Ну, они и убрали его подальше. Пришлось упрятать. Согласно Христовой системе. Тут уж им книги в руки. Они всех нас, христоотступников, неподдающихся, всех уберут рано или поздно. Линия у них верная. У них еще до нашего рождения готово нам местечко. Они — братия премудрая, благоразумная и осмотрительная. И не хочешь, а восхитишься ими, друг, — они-то знают, что к чему. Прямо насквозь нас видят. Знают, какого мы момента дожидаемся. Нам их не провести, ни-ни. Ты слушай, Беналли, — вот только взойдет круглая красная луна в одну из ночей — охотничья луна, — и мы подстережем обоз, полный белых женщин и детей, и устроим резню. Верь, не верь, а я иной раз пью за это».

Тосама всегда вот так — болтает шальные слова и насмешничает, но ему не понять. А я задумался, однако. О нем задумался — о том, как он испугался человека этого.

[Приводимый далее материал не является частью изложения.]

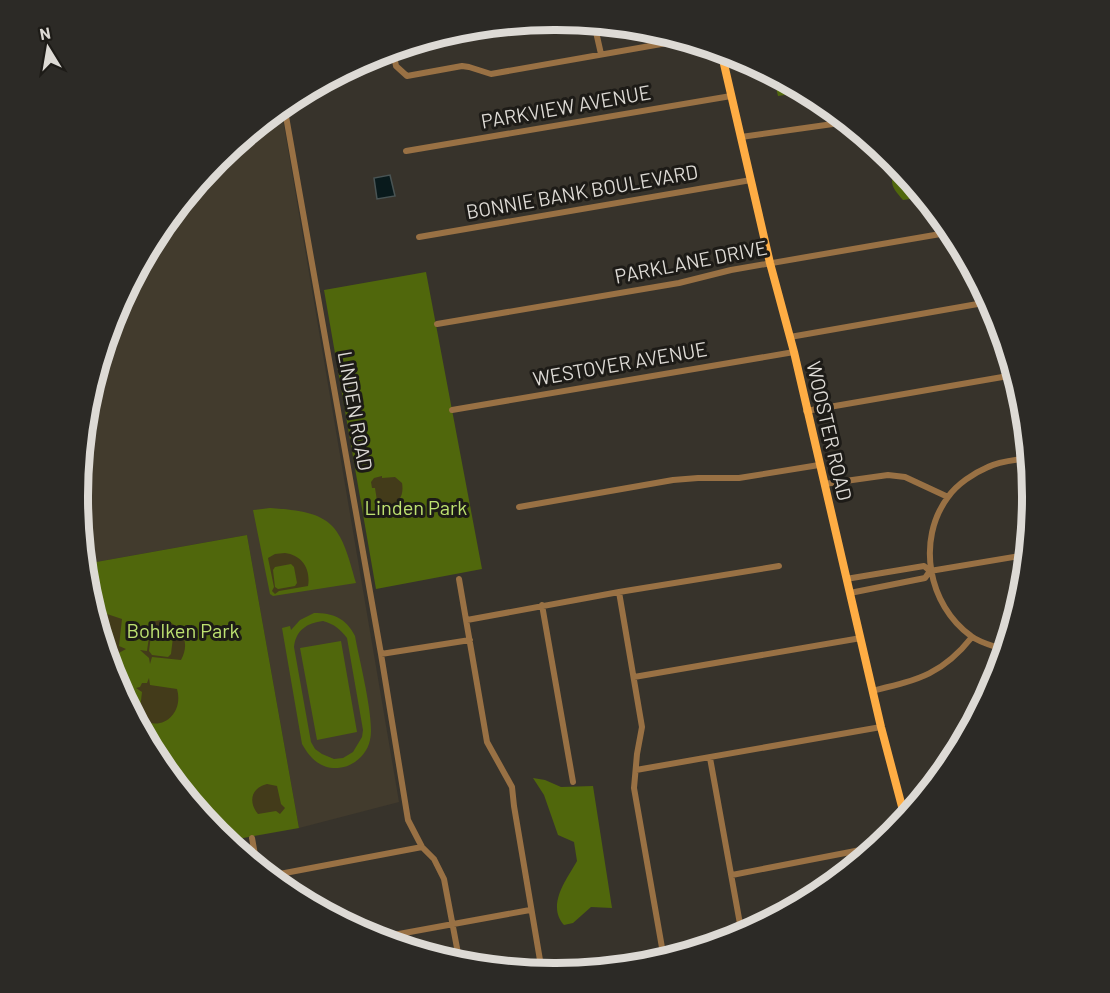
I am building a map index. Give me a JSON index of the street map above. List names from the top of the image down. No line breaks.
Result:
{"streets":{"main road":["WOOSTER ROAD"],"street":["PARKVIEW AVENUE","BONNIE BANK BOULEVARD","PARKLANE DRIVE","WESTOVER AVENUE","LINDEN ROAD"]},"crossings":[["PARKVIEW AVENUE","WOOSTER ROAD"],["BONNIE BANK BOULEVARD","WOOSTER ROAD"],["PARKLANE DRIVE","WOOSTER ROAD"],["WESTOVER AVENUE","WOOSTER ROAD"]],"parks":["Linden Park","Bohlken Park"],"north":"top"}
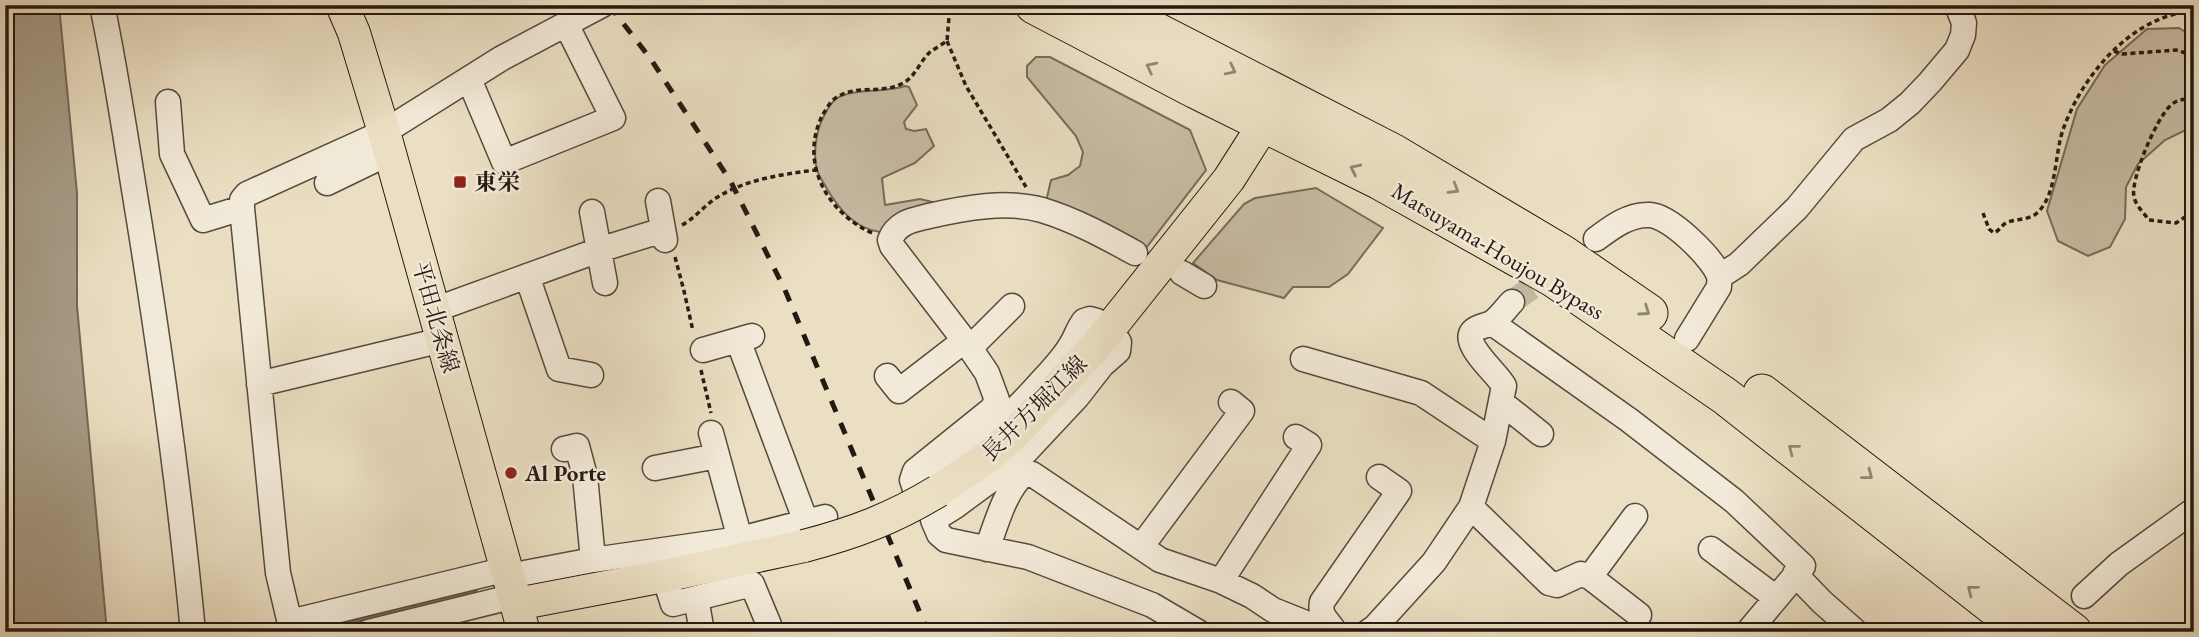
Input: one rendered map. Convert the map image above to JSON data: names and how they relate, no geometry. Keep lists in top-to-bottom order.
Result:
{
  "streets": {
    "highway": ["Matsuyama-Houjou Bypass"],
    "main road": ["平田北条線", "長井方堀江線"]
  },
  "crossings": [
    ["Matsuyama-Houjou Bypass", "長井方堀江線"],
    ["平田北条線", "長井方堀江線"]
  ],
  "places": {
    "transit": ["東栄"],
    "other": ["Al Porte"]
  }
}
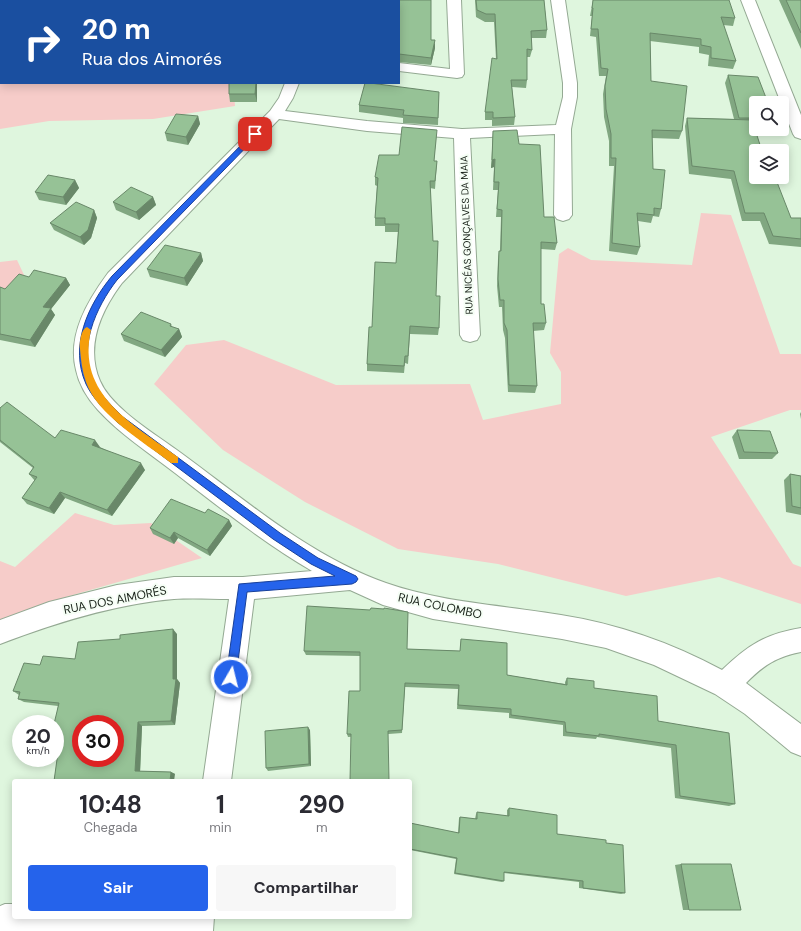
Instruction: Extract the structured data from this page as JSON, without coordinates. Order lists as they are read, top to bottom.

Настолько испугался — не знал, что и делать. Вот испуга, страха такого кромешного и не понять Тосаме. Он образованный и не верит, что можно так испугаться. Но он не рос в резервации. Не знает, как оно там в глуши. Растешь ты где-нибудь в Кайенте или Лукачукае. Растешь во тьме ночной, и много там чудного происходит, невыразимого твоими словами. Ребенок умирает или сильный конь. Заболеваешь, или кукуруза усыхает на корню ни с того ни с сего. И припоминаешь ты, что на прошлой неделе было что-то не как надо, что-то неладное. Сова кричала, или странный вихрь кружил, или кто-то взглянул на тебя искоса и длинно. И до тебя доходит. Делается вдруг само собой понятно. К тому ж, может, тетка твоя или бабушка — колдунья. Ты знаешь, потому что ночами она ходит, бродит около скотных загонов; ты, может, не раз видел ее там — вот будто заговорила с собаками, с овцами, а глядь, уже нету ее. И делается вдруг понятно, и поневоле пугаешься. С ним, верно, так и было. Могло быть.